Top of Records for this exercise

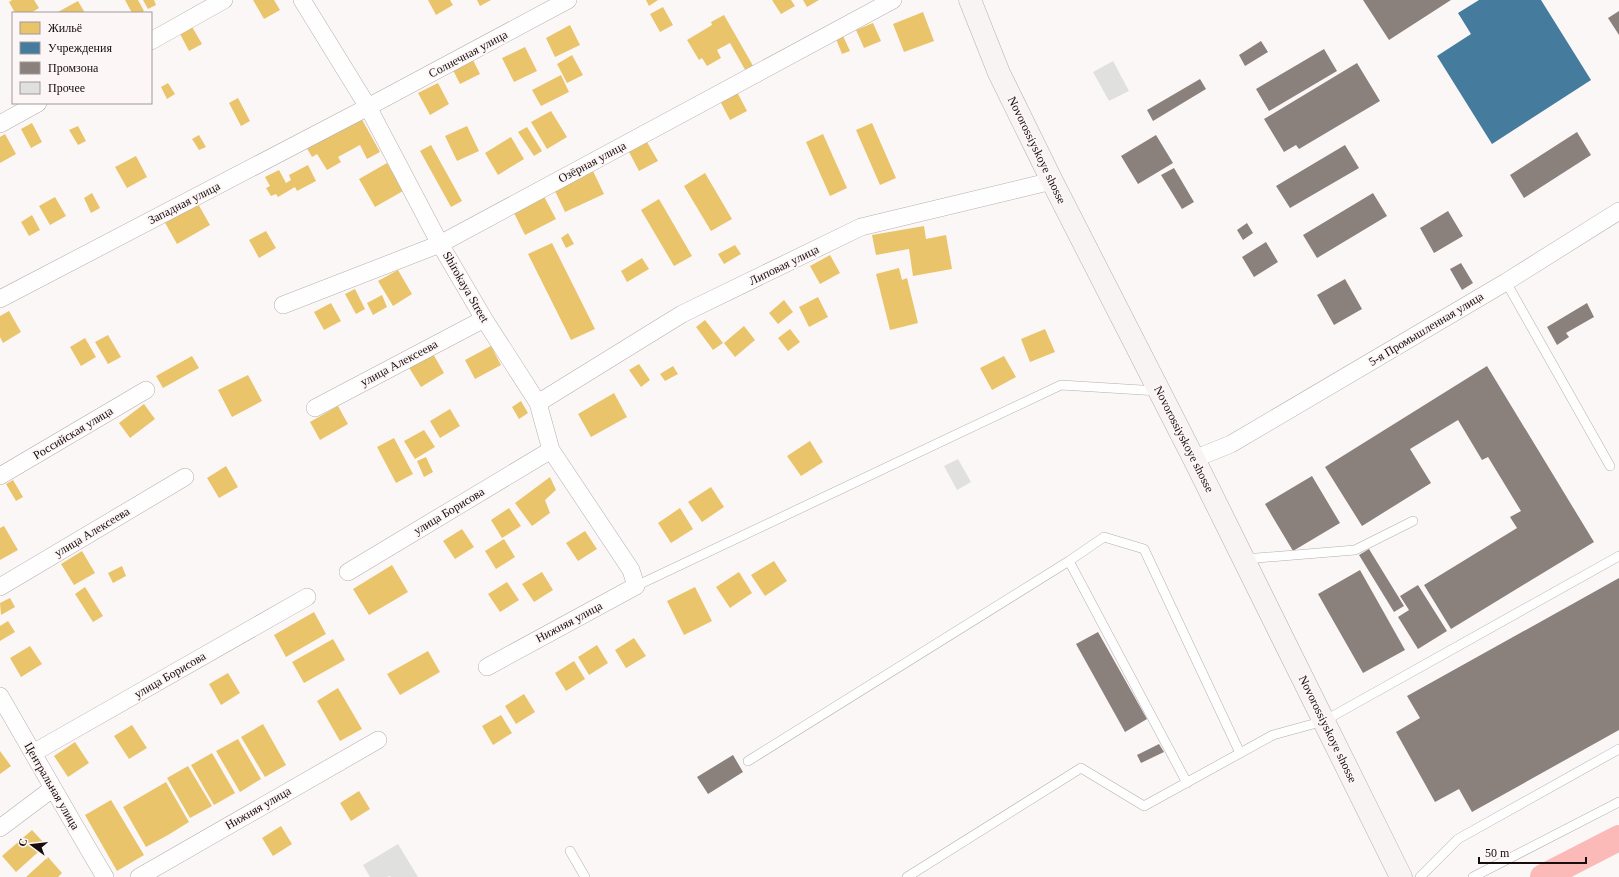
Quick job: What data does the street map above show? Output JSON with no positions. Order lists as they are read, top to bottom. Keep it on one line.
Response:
{"streets":{"main road":["Novorossiyskoye shosse"],"street":["Солнечная улица","Озёрная улица","Западная улица","Липовая улица","Shirokaya Street","5-я Промышленная улица","улица Алексеева","Российская улица","улица Борисова","Нижняя улица","Центральная улица"]},"crossings":[["Солнечная улица","Западная улица"],["Солнечная улица","Shirokaya Street"],["Novorossiyskoye shosse","Липовая улица"],["Novorossiyskoye shosse","5-я Промышленная улица"],["Озёрная улица","Shirokaya Street"],["Западная улица","Shirokaya Street"],["Липовая улица","Shirokaya Street"],["Shirokaya Street","улица Алексеева"],["Shirokaya Street","улица Борисова"],["Shirokaya Street","Нижняя улица"],["улица Борисова","Центральная улица"]],"legend":["Жильё","Учреждения","Промзона","Прочее"],"scale_bar":"50 m","north":"left"}
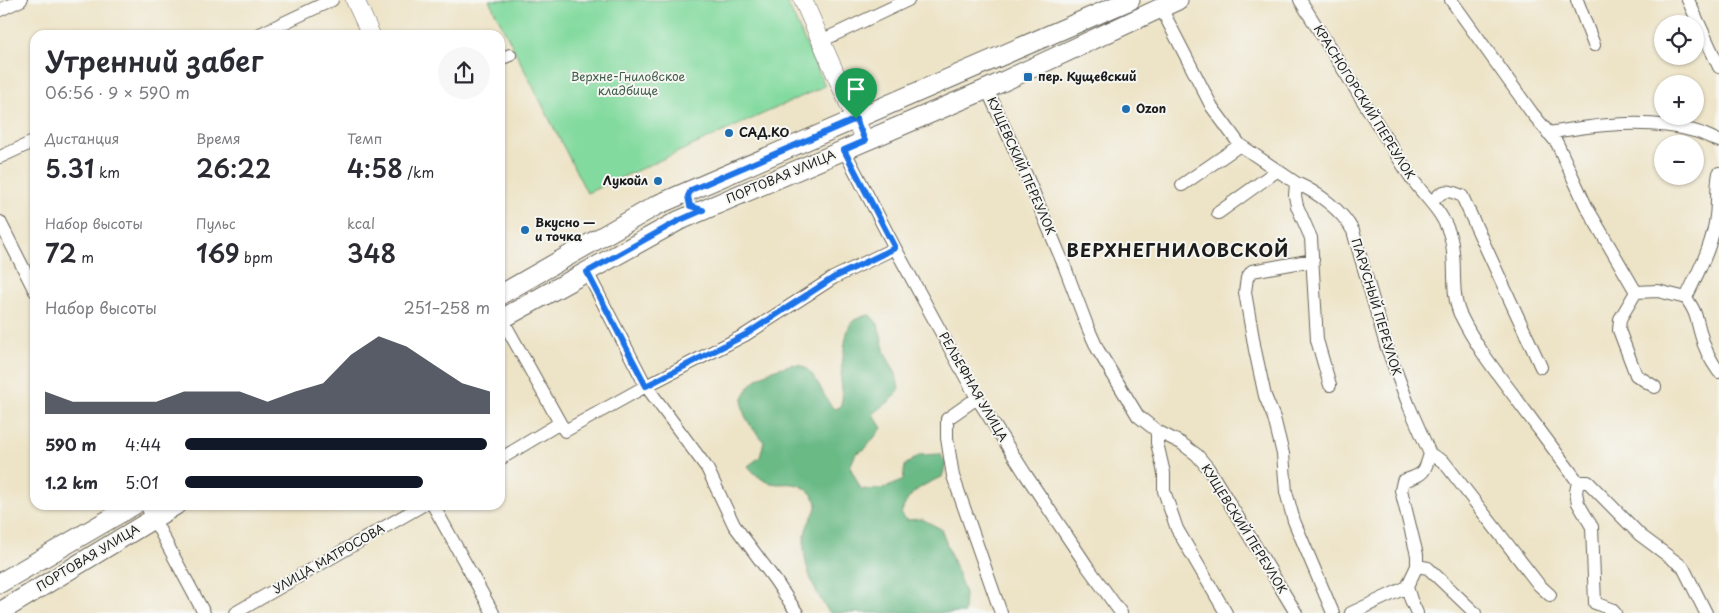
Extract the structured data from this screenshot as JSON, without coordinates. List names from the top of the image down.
{
  "streets": {
    "main road": ["ПОРТОВАЯ УЛИЦА"],
    "street": [
      "КРАСНОГОРСКИЙ ПЕРЕУЛОК",
      "КУЩЕВСКИЙ ПЕРЕУЛОК",
      "ПАРУСНЫЙ ПЕРЕУЛОК",
      "РЕЛЬЕФНАЯ УЛИЦА",
      "УЛИЦА МАТРОСОВА"
    ]
  },
  "crossings": [
    ["КУЩЕВСКИЙ ПЕРЕУЛОК", "ПОРТОВАЯ УЛИЦА"],
    ["ПОРТОВАЯ УЛИЦА", "ПАРУСНЫЙ ПЕРЕУЛОК"],
    ["ПОРТОВАЯ УЛИЦА", "РЕЛЬЕФНАЯ УЛИЦА"]
  ],
  "districts": ["ВЕРХНЕГНИЛОВСКОЙ"],
  "parks": ["Верхне-Гниловское кладбище"],
  "places": {
    "transit": ["пер. Кущевский"],
    "other": [
      "Ozon",
      "САД.КО",
      "Лукойл",
      "Вкусно — и точка"
    ]
  },
  "page": {
    "map_buttons": ["+", "−"],
    "heading": ["Утренний забег", "06:56 · 9 × 590 m"],
    "stats": [
      ["Дистанция", "5.31 km"],
      ["Время", "26:22"],
      ["Темп", "4:58 /km"],
      ["Набор высоты", "72 m"],
      ["Пульс", "169 bpm"],
      ["kcal", "348"]
    ],
    "chart": ["Набор высоты", "251–258 m"],
    "list": [
      {
        "name": "590 m",
        "note": "4:44"
      },
      {
        "name": "1.2 km",
        "note": "5:01"
      }
    ]
  }
}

Bottom of Records for this exercise

▶ [Task requirements]: Write out the records shown above exactly, but do not include any images.

▶ [Answer space]:
Quick job: What data does the street map above show? Output JSON with no positions. Order lists as they are read, top to bottom. Keep it on one line.
Response:
{"streets":{"main road":["Novorossiyskoye shosse"],"street":["Солнечная улица","Озёрная улица","Западная улица","Липовая улица","Shirokaya Street","5-я Промышленная улица","улица Алексеева","Российская улица","улица Борисова","Нижняя улица","Центральная улица"]},"crossings":[["Солнечная улица","Западная улица"],["Солнечная улица","Shirokaya Street"],["Novorossiyskoye shosse","Липовая улица"],["Novorossiyskoye shosse","5-я Промышленная улица"],["Озёрная улица","Shirokaya Street"],["Западная улица","Shirokaya Street"],["Липовая улица","Shirokaya Street"],["Shirokaya Street","улица Алексеева"],["Shirokaya Street","улица Борисова"],["Shirokaya Street","Нижняя улица"],["улица Борисова","Центральная улица"]],"legend":["Жильё","Учреждения","Промзона","Прочее"],"scale_bar":"50 m","north":"left"}
Extract the structured data from this screenshot as JSON, without coordinates. List names from the top of the image down.
{
  "streets": {
    "main road": ["ПОРТОВАЯ УЛИЦА"],
    "street": [
      "КРАСНОГОРСКИЙ ПЕРЕУЛОК",
      "КУЩЕВСКИЙ ПЕРЕУЛОК",
      "ПАРУСНЫЙ ПЕРЕУЛОК",
      "РЕЛЬЕФНАЯ УЛИЦА",
      "УЛИЦА МАТРОСОВА"
    ]
  },
  "crossings": [
    ["КУЩЕВСКИЙ ПЕРЕУЛОК", "ПОРТОВАЯ УЛИЦА"],
    ["ПОРТОВАЯ УЛИЦА", "ПАРУСНЫЙ ПЕРЕУЛОК"],
    ["ПОРТОВАЯ УЛИЦА", "РЕЛЬЕФНАЯ УЛИЦА"]
  ],
  "districts": ["ВЕРХНЕГНИЛОВСКОЙ"],
  "parks": ["Верхне-Гниловское кладбище"],
  "places": {
    "transit": ["пер. Кущевский"],
    "other": [
      "Ozon",
      "САД.КО",
      "Лукойл",
      "Вкусно — и точка"
    ]
  },
  "page": {
    "map_buttons": ["+", "−"],
    "heading": ["Утренний забег", "06:56 · 9 × 590 m"],
    "stats": [
      ["Дистанция", "5.31 km"],
      ["Время", "26:22"],
      ["Темп", "4:58 /km"],
      ["Набор высоты", "72 m"],
      ["Пульс", "169 bpm"],
      ["kcal", "348"]
    ],
    "chart": ["Набор высоты", "251–258 m"],
    "list": [
      {
        "name": "590 m",
        "note": "4:44"
      },
      {
        "name": "1.2 km",
        "note": "5:01"
      }
    ]
  }
}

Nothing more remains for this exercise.